Asset Prices, Leverage and Portfolio Rebalancing ...
... Global Capital Flows Cycle -FRB Dallas
I continue to believe in the ‘Japanification’ of markets and central planning. I **HOPE** I’m wrong and that USTs never ‘trade by appointment’ the way in which its said JGBs do BUT with that in mind, I do find this note from Dallas Fed to be interesting (and concerning).
Given our current bout of risk off, F2Q buying of bonds, I thought worth a mention. It begins with,
Over the course of a global financial cycle, the prevalence of leverage—among investors and across nations—can explain fluctuations in gross and net capital flows, portfolio modeling shows. The amount of leverage—borrowed funds relative to the value of underlying assets—increases for risky holdings during downturns, motivating their ultimate sale to achieve a more secure financial position. The opposite occurs during upswings, as risky assets gain favor.

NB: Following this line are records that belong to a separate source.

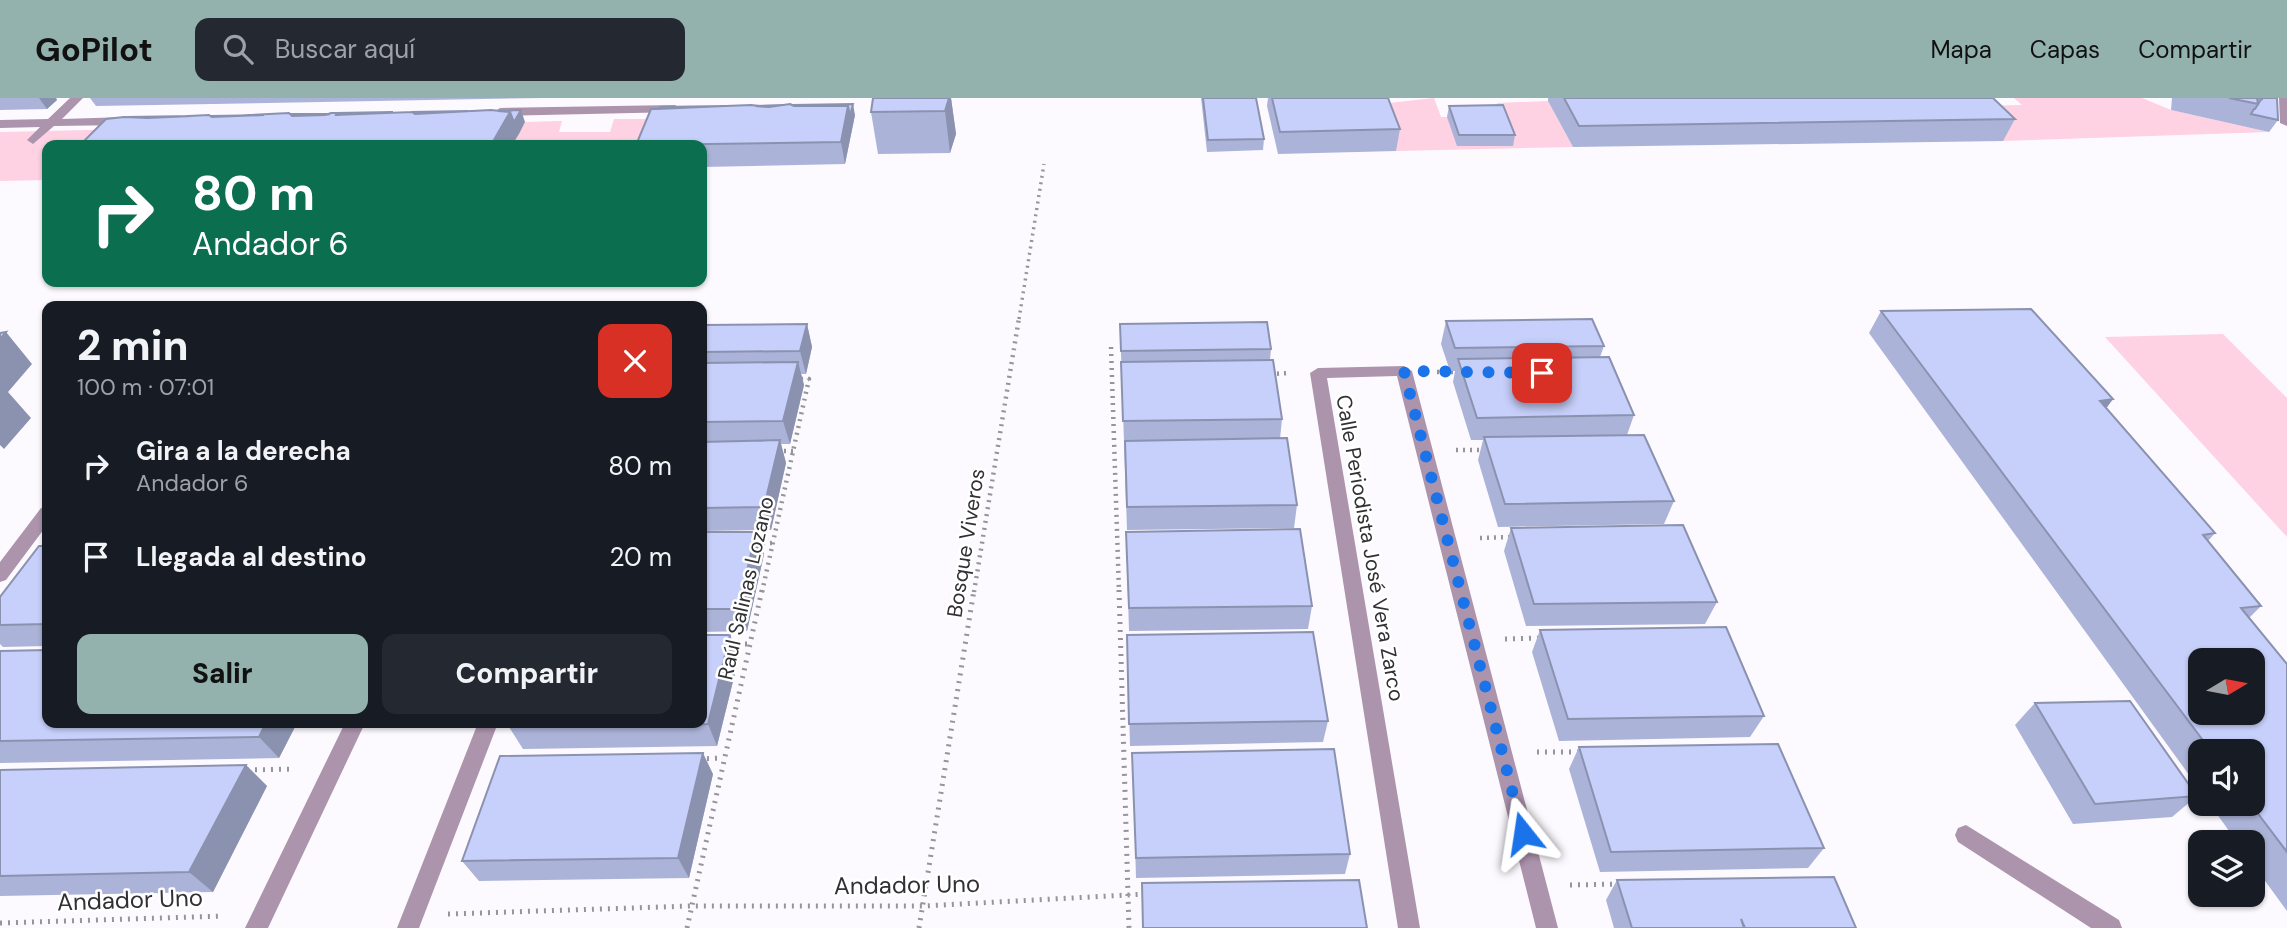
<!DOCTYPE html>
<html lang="es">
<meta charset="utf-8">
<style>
:root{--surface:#171b24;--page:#242831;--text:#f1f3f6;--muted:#9ea1a6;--accent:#93b2ad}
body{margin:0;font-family:"DM Sans",sans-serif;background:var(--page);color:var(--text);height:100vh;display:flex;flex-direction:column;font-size:26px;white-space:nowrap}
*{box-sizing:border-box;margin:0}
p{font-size:23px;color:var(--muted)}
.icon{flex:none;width:38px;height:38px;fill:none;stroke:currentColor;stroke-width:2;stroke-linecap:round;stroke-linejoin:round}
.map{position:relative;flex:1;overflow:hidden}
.drawer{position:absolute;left:42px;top:203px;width:665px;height:427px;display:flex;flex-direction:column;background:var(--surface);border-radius:14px;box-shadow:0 2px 5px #0004}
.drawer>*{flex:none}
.banner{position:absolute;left:42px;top:42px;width:665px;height:147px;border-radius:14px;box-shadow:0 2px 5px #0004;background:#0b6e4f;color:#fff;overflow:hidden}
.needle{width:46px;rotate:80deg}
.fabs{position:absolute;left:2188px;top:550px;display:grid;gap:14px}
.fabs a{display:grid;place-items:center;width:77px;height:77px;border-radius:14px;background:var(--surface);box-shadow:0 2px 5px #0004;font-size:35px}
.pin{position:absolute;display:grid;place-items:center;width:60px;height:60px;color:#fff;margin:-30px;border-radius:14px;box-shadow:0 4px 10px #0006}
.me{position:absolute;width:77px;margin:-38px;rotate:345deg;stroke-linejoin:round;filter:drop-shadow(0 0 5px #0008)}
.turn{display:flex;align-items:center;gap:24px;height:147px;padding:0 35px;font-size:32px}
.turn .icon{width:91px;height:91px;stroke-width:2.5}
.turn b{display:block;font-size:49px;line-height:60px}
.round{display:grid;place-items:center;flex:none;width:74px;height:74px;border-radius:14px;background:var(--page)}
.summary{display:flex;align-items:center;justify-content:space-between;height:119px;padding:0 35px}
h1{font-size:42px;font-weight:800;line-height:52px}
.action{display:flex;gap:14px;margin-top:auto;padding:14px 35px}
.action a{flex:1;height:80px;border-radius:14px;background:var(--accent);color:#111;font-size:28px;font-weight:800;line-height:80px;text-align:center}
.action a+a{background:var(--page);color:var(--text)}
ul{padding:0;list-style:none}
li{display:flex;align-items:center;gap:21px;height:91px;padding:0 35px}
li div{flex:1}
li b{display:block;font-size:26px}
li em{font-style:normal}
header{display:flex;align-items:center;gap:42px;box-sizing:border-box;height:98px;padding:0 35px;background:var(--accent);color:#111}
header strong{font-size:33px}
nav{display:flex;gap:38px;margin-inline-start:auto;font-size:24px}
.search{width:490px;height:63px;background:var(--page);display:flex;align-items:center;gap:18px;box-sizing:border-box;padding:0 24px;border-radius:14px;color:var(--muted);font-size:26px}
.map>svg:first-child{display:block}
</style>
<header>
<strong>GoPilot</strong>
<div class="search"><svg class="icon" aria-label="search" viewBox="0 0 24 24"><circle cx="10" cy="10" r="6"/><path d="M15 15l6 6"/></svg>Buscar aquí</div>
<nav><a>Mapa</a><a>Capas</a><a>Compartir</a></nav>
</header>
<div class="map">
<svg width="2287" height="830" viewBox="0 0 2287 830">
<rect width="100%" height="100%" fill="#fcfaff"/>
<path fill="#fed1e3" d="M1434,0L1441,19H1447L1500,18L1497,5L1548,3L1573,49L1396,53L1380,6Z
M2014,0H2142L2171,12L2269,34L2003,43L1976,8L2022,7Z
M614,21H663L652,47H512L525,24L562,23L559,34H610Z
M132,31L116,47H47V82L0,83V34Z
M2223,236L2287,300V439L2105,239Z"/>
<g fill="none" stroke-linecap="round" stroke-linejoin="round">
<path stroke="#959498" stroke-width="3.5" stroke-dasharray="2 4.5" stroke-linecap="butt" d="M1019,221L1044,66"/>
<path stroke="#959498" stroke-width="4.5" stroke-dasharray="2 5" stroke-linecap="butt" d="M1111,249L1119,494
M1437,274H1460
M1270,276L1289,275
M1456,352H1486
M777,353H794
M1480,440L1513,439
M756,446L772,445
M762,494L809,281H797
M974,494L1019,220"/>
<path stroke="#959498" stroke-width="5" stroke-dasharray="2 6" stroke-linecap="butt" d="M1119,492L1129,830
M1505,541L1542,540
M729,546H750
M1537,654H1581
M699,661L723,660
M247,672L295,671
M1570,787L1621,786
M448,816L691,808H923L1146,796
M0,825L223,818
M687,830L762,492
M919,830L974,492"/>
<path fill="#ad94ad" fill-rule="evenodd" d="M1966,727L2119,822L2122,830H2091L1958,744L1955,737L1958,730Z"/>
<path fill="#ad94ad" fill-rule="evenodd" d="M70,0H83L62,21L126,19L132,23L126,27L54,28L33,46L27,42L40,29L0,30V22L48,21Z
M2279,0H2287V28L2280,25Z
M675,7L681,11L679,14L500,18L494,14L500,10Z
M1404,268L1412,273L1558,830H1536L1397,278L1327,280L1420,830H1398L1310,275L1318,270Z
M47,409V427L6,482L0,484V464L41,410Z
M345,625H365L268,830H245Z
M478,625H498L419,830H397Z"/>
</g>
<path fill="#abb3d8" d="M0,0H56L57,2L47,11L0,12Z
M90,0H542L96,8Z
M873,0H951L956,36L950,55L878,56L871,14Z
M1201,0H1256L1264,41L1263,52L1207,54Z
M1268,0H1388L1400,31L1396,53L1278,56L1267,8Z
M1548,0H1993L2015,21L2003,43L1573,49L1548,3Z
M2172,0H2277L2278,22L2269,34L2171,12Z
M792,7L855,17L845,66L702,69V47H636Z
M1449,8L1515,37L1513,48H1457L1447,19Z
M1881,213L2113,301L2106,310L2215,435L2208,443L2261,508L2249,520L2287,566V813L2252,765V744H2237L2209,705H2252V653H2200V692L1869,235Z
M1446,223L1604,248L1600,259L1634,317L1627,337L1674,403L1664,426L1498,429L1478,362L1483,342H1471L1453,284L1455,273H1450L1441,246Z
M807,226L812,249L806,276H801L804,287L790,346H781L786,365L771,432L702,433V227Z
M1120,226L1271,251L1270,262L1282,321L1280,341L1297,407L1294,430L1127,432Z
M1511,430L1717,504L1705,526L1526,528L1504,453Z
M702,434L764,456L747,533L702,534Z
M1126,434L1312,508L1308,531L1129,533Z
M47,448V548L3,549L0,546V499Z
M1540,532L1764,618L1750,639L1559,643L1532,554Z
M730,537L739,559L717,648L523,651L509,629Z
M1127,537L1328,623L1323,644L1130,648Z
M0,553L47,625H297L279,660L0,665Z
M2035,605L2197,698L2172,719L2073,726L2015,627Z
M1579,649L1824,750L1808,770L1600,774L1569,671Z
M246,667L267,688L213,794L0,798V672Z
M713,676L689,780L479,783L462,763Z
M1133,676L1350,756L1345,776L1136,780Z
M1617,782L1856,830H1614L1606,802Z"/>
<path fill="#8b92b0" d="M39,0H56L57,2L47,11Z
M949,0H951L956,36L950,55L945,13Z
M853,6L855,17L845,66L841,44L848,8Z
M521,12L525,24L519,36L514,24Z
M510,14L519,36L512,47H491Z
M807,226L812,249L806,276L800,253Z
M6,234L32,266L8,294L31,320L4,351L0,347V241Z
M798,264L804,287L790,346L783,323Z
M2113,301L2096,324L2100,303Z
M780,342L786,365L771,432L764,409Z
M756,434L764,456L747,533L738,511Z
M730,537L739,559L717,648L708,626Z
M266,625H297L279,660L259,639Z
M703,655L713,676L689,780L678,760Z
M246,667L267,688L213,794L189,774Z"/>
<path fill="#c7d0fb" stroke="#8b92b0" stroke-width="2" fill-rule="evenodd" d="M873,0H949L945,13L871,14Z
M1203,0H1256L1264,41L1208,42Z
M1272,0H1388L1400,31L1280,34Z
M1564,0H1993L2015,21L1579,28Z
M2229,0H2262V1L2257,0L2258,6Z
M2262,0H2277L2278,22L2251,16L2254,11H2255Z
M790,6L794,8H848L841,44L636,47L651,11L751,7L769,9Z
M853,6L850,18L848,8H794L792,7Z
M783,7L769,9L755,8Z
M1503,7L1515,37H1459L1449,8Z
M725,8L659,11L660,9Z
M491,12L510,14L491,47H80L106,21L124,19L147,20L209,17L212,19L289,15L292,18L325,17L331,15H337L336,17L412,14L415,16Z
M521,12L514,24L510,14L498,13Z
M468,13L415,16L413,14Z
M393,14L338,17L337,15Z
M290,16H330L325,17L292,18Z
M264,17L212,19L210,18Z
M193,18L147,20L127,19Z
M2031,211L2113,301L2100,303L2215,435L2203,437L2261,508L2241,510L2287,566V754L2250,705H2252V653H2211L1881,213ZM2200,562H2252V614H2200Z
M1592,221L1604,248L1455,250L1446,223Z
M1267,224L1271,251L1121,253L1120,226Z
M807,226L800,253L702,254V227Z
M6,234L0,241V235Z
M1609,259L1634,317L1477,320L1458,261Z
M1273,262L1282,321L1123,323L1121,264Z
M798,264L783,323L702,324V265Z
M1644,337L1674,403L1505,406L1484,339Z
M1287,340L1297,407L1127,409L1125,343Z
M780,342L764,409L702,410V344Z
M1683,427L1717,504L1534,506L1511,430Z
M1300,431L1312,508L1129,510L1126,434Z
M702,434H756L738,511H702Z
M39,448H47V526L0,527V499Z
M1726,529L1764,618L1568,621L1540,532Z
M1313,534L1328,623L1129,626L1127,537Z
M702,537H730L708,626L509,629L510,625H702Z
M47,552V625H266L259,639L0,643V553Z
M2130,603L2197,698L2095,706L2035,605Z
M1778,646L1824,750L1611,754L1579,649Z
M1334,651L1350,756L1136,760L1132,655Z
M703,655L678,760L462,763L500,658Z
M246,667L189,774L0,778V672Z
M1834,779L1856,830H1745L1741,821L1744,830H1632L1617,782Z
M1359,782L1367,830H1143L1142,785Z"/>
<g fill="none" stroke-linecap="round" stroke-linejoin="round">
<path stroke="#1a73e8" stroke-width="12" stroke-dasharray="0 21.6" d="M1523,735L1404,273L1542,275"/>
</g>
<g text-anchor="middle" stroke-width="5" stroke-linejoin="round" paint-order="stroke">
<g font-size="21" fill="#313033" stroke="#fff">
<text transform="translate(966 445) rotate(-81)" y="7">Bosque Viveros</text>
<text transform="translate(1370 450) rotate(80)" y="7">Calle Periodista José Vera Zarco</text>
<text transform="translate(746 490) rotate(-77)" y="7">Raúl Salinas Lozano</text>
</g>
<g font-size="24" fill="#313033" stroke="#fff">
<text transform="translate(907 787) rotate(-1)" y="8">Andador Uno</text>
<text transform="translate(130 802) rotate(-2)" y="8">Andador Uno</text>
</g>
</g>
</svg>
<div class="fabs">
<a><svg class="needle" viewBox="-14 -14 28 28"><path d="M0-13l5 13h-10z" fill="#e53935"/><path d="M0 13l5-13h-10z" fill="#9ea1a6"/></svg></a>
<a><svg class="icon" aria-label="sound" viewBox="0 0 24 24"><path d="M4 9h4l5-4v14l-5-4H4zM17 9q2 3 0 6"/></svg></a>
<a><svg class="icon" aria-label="layers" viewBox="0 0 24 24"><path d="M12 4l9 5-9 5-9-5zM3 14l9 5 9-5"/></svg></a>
</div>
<div class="pin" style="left:1542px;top:275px;background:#d93025"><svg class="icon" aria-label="arrive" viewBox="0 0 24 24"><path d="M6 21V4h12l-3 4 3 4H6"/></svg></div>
<svg class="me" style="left:1523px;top:735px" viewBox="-20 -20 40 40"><path d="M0-17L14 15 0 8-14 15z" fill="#1a73e8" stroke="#fff" stroke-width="4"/></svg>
<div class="banner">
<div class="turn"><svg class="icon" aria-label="right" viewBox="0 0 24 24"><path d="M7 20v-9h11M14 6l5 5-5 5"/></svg><div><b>80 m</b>Andador 6</div></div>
</div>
<section class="drawer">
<div class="summary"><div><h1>2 min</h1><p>100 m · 07:01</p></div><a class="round" style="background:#d93025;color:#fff"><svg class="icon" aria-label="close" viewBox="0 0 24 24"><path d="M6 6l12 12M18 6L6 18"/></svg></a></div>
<ul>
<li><svg class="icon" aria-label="right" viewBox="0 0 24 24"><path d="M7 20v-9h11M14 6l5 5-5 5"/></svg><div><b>Gira a la derecha</b><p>Andador 6</p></div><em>80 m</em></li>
<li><svg class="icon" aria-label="arrive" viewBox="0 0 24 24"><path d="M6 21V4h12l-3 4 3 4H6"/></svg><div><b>Llegada al destino</b></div><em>20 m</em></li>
</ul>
<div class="action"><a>Salir</a><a>Compartir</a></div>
</section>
</div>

Sounds pretty benign. Basic. The Dallas Fed economists continue with,
… Net Safe and Risky Asset Flows in Early 2000s
The U.S. and Japan between 2002 and 2009 provide a useful example.
Our work suggests that this global financial cycle reached a bottom in 2002, peaked in 2007 and then bottomed again in 2009. In 2002, the U.S. held a net foreign-asset position in safe assets of -23 percent of GDP, and Japan had a net foreign-asset position in safe assets of +33 percent of GDP. Chart 3 plots the net outflows in safe assets in the U.S. and Japan in 2002, 2007 and 2009.
AND Dallas Fed economists conclude,
… The movements in net flows in safe and risky assets reflect the desire of U.S. investors to rebalance to preferred levels of leverage by taking on more debt to buy more risky assets. Japanese investors do the opposite since the increase in global risky asset prices raises their portfolio share in risky assets.
This entire process went into reverse during a downturn in the global financial cycle and the fall in world asset prices between 2007 and 2009, where U.S. net outflows in safe assets increased and net outflows in risky assets fell.
Will there be a day that USA ‘does the opposite’ and risk ON/off is in markets beyond USDs reach?